In 1918 and 1919 thirty-seven young women, friends and neighbors of my grandmother Fannie Mae Turner were members of the Edelweiss Club in Montgomery, Alabama. These are snapshots from their lives, place and times. Click on any image to enlarge.

In 1918 Cleo Nelms, the third of the six surviving children of Jesse and Fannie Lee (Grimes) Nelms, was born in Barbour County Alabama but the family moved to Montgomery about 1904.

Her mother worked as a seamstress in the early years of her marriage. Her father, Jesse Nelms was a bartender in Barbour County. Later he worked as a dining car waiter on the train between Montgomery and Alabama. For several years he sang in several groups that performed both on the train and at events. He also sold insurance. He must have made a good living as he sent his daughters to college. Cleo to Fisk and her older sister Bessie to Howard. Youngest daughter Fannie to State Normal School through to a college degree. All three of them taught school.

The “Spanish flu” epidemic hit Alabama first in Huntsville in September of 1918. By October it had spread south to Montgomery.

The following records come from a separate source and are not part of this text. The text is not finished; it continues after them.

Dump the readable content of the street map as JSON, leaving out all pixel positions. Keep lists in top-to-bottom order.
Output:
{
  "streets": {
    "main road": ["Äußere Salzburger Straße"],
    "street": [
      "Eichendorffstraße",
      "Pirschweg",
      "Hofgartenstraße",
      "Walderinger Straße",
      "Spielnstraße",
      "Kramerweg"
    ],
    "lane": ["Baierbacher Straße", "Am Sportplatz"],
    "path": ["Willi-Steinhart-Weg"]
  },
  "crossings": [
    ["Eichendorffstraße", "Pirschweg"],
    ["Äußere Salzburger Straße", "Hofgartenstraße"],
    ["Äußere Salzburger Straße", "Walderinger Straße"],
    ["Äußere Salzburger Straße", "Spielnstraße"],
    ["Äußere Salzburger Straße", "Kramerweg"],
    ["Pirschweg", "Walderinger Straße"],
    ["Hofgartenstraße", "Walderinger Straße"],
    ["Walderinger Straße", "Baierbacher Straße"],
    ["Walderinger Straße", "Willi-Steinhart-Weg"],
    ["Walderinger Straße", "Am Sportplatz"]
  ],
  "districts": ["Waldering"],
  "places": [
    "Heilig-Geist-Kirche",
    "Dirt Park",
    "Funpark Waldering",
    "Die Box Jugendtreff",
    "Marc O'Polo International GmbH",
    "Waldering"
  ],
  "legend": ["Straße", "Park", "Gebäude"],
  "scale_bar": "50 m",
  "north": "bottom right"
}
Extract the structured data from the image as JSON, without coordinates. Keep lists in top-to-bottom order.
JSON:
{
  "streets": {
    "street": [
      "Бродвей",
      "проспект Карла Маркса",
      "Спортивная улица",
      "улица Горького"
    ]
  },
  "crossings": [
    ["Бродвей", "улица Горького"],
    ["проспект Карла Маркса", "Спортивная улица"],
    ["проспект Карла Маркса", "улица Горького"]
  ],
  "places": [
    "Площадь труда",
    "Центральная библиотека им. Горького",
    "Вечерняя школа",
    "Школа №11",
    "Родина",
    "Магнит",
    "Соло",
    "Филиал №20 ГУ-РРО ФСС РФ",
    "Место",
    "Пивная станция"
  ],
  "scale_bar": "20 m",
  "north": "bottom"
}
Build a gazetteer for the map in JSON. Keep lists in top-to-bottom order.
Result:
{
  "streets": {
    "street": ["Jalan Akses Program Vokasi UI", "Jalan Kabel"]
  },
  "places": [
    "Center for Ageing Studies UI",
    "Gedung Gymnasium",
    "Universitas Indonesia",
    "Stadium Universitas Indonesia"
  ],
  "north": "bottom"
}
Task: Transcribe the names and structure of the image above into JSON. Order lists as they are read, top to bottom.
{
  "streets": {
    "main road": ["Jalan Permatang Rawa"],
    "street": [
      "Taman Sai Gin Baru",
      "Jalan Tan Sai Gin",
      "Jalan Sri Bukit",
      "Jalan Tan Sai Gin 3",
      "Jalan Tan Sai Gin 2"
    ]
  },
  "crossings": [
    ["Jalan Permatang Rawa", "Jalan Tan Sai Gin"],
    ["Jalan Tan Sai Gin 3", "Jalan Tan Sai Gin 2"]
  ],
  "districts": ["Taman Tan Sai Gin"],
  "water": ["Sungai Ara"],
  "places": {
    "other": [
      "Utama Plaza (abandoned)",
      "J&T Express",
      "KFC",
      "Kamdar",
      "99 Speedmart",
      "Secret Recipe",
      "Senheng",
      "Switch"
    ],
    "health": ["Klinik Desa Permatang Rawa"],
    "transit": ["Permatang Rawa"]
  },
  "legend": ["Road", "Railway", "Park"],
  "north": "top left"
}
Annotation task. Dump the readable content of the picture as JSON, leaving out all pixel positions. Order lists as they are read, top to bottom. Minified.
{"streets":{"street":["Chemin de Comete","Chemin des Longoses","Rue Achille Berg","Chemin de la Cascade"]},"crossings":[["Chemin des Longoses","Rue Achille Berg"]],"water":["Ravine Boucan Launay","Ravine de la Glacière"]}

On October 22, more than 12,000 cases were reported in Montgomery.

The reaction reminded me of what we went through during the first few years of the Covid epidemic – schools were closed, masking was recommended, businesses were closed. Gatherings were discouraged.

The Emancipator, Montgomery, Alabama, Sat, Nov 02, 1918 · Page 3

People worried about the months of school students would be missing and urged them to CATCH UP! There were no computer classes so students didn’t have any school work to catch up on.

There was a discussion of whether the teachers should continue to be paid while they were not in the classroom. It was decided they should be or they might give up teaching and find other work. The Edelweiss Club had meetings in November and December of 1918 and continued during the New Year to meet. As far as I can tell they all made it through their pandemic alive.

You can read more about it here, a short piece 1918 Influenza in Alabama

19 thoughts on “I – INFLUENZA

  1. Fitting I’ve caught up on the post which talks about catching up. I’ve loved your posts over the years and this theme is wonderful. I’m in my 60’s but think I’d love an Edelweiss club meeting.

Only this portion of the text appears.